Viva la Bertha, Seattle's ambitious, controversial and triumphant boring machine

Our collaboration with artist John Fleming was shaped by a realization that Bertha’s story should be longer than the news cycle and honored by the creation of a community artwork and gathering space shaped by a reimagining of her puzzle-like cutterhead!

Born of bold vision, ambition, controversy, failure, then triumph … it seems we’ve already forgotten the story of one of our city’s most famous named celebrities of the early new millennium, validating the missed opportunity that this effort was intended to realize. Bertha the tunnel-boring machine was amazing, the largest of her kind in the world, she DID realize the Highway 99 tunnel despite the political hand-wringing that accompanied the project, an undeniable triumph of engineering. Bertha’s work was yet another chapter in Seattle’s history of bold engineering reshaping the landscape of our city, from the Denny regrade to the Lake Washington ship canal.
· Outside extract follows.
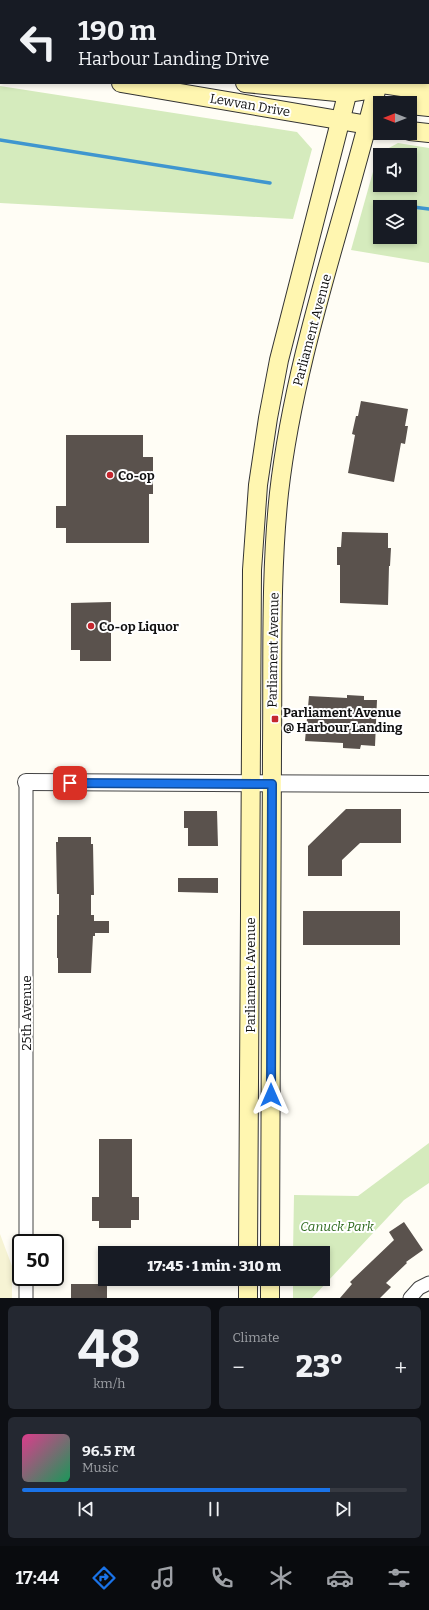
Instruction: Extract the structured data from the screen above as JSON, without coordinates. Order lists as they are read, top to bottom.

While Bertha was controversial at the time, our collaboration with artist John Fleming was shaped by a realization that Bertha’s story should be longer than the current news cycle, and honored by the creation of a community artwork and gathering space shaped by a reimagining of her puzzle-like cutterhead. While the idea was supported by many, the time constraints and challenges of the project could not be met for too many reasons to list. Yet we are better for having dreamed this dream and invested in this effort … and there is a lesson. If you’re not failing, then you’re not innovating; if you only try to do what you know is attainable, you’re not pushing yourself and the world is missing out on game-changing ideas, some of which WILL persevere. The experience and energy of this unrealized initiative fuels the new dreams we pursue today shaping our design, advocacy, stakeholder building and political navigations. If nothing else, the effort allowed us to tour Bertha as she neared the completion of her job and to see her as she broke through to the other side. Although the art piece was never realized, we have, sitting in our office, one of Bertha’s teeth weighing in at 70 pounds … indeed, a small part of Bertha does live on!